(Dataset excerpts)
+++
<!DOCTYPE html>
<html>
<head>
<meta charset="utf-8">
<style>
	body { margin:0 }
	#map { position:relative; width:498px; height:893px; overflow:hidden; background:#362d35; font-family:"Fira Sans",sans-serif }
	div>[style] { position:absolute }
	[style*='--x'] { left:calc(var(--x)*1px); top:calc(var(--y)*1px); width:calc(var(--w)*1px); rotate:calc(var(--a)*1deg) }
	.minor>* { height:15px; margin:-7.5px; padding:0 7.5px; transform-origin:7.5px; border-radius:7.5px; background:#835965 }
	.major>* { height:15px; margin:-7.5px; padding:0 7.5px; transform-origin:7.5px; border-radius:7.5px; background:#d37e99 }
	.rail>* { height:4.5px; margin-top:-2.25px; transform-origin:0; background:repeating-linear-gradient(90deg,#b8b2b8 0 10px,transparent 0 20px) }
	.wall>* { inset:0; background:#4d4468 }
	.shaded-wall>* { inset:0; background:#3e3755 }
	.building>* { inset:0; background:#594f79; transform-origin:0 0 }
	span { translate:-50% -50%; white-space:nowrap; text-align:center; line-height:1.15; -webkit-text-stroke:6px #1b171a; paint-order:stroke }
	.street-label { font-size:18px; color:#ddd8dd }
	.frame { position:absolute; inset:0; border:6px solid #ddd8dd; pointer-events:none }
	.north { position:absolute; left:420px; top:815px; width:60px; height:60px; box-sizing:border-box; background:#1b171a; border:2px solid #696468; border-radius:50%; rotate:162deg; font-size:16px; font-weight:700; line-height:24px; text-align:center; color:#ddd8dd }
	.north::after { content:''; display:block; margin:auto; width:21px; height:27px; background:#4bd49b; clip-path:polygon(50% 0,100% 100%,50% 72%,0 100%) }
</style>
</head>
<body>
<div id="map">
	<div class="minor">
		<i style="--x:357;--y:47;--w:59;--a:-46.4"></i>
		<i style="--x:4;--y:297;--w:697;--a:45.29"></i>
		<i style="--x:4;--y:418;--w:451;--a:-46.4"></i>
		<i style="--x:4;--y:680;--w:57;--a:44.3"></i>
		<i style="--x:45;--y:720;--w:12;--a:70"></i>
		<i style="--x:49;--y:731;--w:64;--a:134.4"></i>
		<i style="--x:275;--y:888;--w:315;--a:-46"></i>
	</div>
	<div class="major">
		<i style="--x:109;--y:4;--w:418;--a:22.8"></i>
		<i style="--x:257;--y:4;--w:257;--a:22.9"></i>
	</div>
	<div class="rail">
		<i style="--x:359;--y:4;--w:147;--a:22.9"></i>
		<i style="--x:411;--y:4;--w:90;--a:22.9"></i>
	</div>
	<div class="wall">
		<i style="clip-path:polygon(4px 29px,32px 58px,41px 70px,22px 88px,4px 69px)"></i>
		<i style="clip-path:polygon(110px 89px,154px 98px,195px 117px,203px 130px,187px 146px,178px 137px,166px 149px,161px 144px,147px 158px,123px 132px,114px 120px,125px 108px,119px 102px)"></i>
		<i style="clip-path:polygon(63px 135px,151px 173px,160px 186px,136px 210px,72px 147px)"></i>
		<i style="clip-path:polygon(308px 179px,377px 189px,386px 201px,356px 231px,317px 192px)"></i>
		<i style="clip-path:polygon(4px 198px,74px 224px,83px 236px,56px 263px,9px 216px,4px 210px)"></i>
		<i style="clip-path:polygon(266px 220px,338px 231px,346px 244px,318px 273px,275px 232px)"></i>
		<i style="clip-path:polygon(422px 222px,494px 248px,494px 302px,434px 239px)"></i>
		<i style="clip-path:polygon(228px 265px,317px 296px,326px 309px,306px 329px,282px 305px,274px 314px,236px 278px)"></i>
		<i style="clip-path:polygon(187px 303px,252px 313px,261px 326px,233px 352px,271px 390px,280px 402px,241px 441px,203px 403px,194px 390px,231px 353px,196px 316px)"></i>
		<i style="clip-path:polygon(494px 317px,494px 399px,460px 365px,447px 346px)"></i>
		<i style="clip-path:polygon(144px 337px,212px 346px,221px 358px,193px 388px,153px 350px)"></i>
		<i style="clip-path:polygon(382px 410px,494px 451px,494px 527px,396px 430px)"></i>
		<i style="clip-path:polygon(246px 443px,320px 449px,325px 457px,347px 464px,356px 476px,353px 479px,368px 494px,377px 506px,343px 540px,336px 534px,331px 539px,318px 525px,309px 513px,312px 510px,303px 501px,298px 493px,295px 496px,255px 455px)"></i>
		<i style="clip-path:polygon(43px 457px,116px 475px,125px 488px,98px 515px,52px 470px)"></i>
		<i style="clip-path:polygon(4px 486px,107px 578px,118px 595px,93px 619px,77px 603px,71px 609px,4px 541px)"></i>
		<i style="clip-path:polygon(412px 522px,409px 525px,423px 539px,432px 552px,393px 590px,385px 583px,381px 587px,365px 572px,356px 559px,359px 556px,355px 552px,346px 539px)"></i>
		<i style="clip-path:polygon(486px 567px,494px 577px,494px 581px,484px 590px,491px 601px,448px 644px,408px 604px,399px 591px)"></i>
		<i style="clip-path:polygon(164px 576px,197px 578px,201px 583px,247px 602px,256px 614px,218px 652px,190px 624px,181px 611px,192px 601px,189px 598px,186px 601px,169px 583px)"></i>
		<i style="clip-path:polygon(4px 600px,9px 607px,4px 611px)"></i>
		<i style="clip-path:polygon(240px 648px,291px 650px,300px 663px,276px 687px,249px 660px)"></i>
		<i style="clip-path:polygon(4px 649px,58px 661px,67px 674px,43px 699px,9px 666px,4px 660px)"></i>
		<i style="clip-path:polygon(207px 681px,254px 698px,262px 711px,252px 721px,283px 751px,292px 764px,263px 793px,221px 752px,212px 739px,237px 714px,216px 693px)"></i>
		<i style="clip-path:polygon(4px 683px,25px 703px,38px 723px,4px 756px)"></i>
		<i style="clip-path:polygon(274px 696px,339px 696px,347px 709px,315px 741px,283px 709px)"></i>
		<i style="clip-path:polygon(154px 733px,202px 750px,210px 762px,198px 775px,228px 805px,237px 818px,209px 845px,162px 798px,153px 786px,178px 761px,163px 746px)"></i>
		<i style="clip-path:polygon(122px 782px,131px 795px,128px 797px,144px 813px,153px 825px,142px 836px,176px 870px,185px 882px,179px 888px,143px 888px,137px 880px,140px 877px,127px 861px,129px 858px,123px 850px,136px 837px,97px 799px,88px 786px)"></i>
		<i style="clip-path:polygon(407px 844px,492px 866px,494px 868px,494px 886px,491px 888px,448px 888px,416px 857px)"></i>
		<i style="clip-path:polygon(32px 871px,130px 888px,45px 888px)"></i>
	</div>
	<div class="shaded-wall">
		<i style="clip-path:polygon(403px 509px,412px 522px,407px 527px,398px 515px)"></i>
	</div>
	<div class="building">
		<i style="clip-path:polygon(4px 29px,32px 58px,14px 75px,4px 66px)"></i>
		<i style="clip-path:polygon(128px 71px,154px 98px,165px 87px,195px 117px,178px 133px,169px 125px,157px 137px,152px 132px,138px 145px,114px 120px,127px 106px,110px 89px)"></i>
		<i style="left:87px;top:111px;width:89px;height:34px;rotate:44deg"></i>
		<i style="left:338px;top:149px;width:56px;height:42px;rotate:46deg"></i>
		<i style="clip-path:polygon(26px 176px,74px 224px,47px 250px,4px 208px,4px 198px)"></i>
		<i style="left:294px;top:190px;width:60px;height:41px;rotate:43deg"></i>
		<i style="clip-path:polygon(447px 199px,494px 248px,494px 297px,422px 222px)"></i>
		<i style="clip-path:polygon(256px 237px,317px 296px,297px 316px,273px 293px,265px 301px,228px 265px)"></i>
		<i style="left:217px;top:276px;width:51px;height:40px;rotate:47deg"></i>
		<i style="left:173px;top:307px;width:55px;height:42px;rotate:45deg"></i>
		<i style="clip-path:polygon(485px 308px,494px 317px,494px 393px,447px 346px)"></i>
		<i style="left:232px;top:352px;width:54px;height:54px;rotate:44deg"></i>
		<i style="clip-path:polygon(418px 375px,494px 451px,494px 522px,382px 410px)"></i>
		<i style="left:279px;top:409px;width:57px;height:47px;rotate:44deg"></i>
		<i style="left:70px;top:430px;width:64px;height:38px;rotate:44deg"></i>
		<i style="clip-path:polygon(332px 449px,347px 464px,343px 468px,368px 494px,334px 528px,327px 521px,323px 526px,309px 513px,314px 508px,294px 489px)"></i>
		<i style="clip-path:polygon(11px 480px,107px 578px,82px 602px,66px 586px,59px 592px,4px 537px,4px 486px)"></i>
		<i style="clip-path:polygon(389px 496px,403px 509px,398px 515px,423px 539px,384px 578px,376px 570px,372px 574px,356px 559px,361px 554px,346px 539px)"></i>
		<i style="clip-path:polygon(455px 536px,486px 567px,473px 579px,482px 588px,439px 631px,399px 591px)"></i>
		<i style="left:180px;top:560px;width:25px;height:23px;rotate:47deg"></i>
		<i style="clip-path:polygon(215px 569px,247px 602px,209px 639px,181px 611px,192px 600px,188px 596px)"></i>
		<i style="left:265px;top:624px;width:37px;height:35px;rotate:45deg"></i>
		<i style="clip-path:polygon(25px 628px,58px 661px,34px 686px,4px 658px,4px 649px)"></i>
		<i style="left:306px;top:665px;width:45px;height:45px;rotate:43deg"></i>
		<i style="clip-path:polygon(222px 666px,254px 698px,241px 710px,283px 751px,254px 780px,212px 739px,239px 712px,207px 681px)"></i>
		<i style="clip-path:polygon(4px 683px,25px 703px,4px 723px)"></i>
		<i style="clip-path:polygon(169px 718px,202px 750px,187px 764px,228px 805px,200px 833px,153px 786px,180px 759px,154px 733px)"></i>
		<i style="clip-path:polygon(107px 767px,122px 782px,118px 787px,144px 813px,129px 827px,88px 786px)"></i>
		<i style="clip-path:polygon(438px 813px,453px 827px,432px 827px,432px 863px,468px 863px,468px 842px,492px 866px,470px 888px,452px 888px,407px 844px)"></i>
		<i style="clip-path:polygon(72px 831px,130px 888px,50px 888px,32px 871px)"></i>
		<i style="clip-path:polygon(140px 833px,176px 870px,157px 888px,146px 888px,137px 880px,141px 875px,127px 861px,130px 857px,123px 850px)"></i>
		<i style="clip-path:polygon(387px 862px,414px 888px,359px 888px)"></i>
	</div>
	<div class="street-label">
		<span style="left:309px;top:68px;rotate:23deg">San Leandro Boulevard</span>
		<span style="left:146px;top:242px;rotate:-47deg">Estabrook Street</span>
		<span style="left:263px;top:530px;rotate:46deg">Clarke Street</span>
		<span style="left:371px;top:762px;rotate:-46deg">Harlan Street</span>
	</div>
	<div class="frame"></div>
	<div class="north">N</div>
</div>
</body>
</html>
+++
▸ Exercise description
From the opening line of the data above, please print each line as written up to and including the line that contains "translate:-50% -50%; white-space:nowrap;", and nothing more.

▸ Output for this exercise
<!DOCTYPE html>
<html>
<head>
<meta charset="utf-8">
<style>
	body { margin:0 }
	#map { position:relative; width:498px; height:893px; overflow:hidden; background:#362d35; font-family:"Fira Sans",sans-serif }
	div>[style] { position:absolute }
	[style*='--x'] { left:calc(var(--x)*1px); top:calc(var(--y)*1px); width:calc(var(--w)*1px); rotate:calc(var(--a)*1deg) }
	.minor>* { height:15px; margin:-7.5px; padding:0 7.5px; transform-origin:7.5px; border-radius:7.5px; background:#835965 }
	.major>* { height:15px; margin:-7.5px; padding:0 7.5px; transform-origin:7.5px; border-radius:7.5px; background:#d37e99 }
	.rail>* { height:4.5px; margin-top:-2.25px; transform-origin:0; background:repeating-linear-gradient(90deg,#b8b2b8 0 10px,transparent 0 20px) }
	.wall>* { inset:0; background:#4d4468 }
	.shaded-wall>* { inset:0; background:#3e3755 }
	.building>* { inset:0; background:#594f79; transform-origin:0 0 }
	span { translate:-50% -50%; white-space:nowrap; text-align:center; line-height:1.15; -webkit-text-stroke:6px #1b171a; paint-order:stroke }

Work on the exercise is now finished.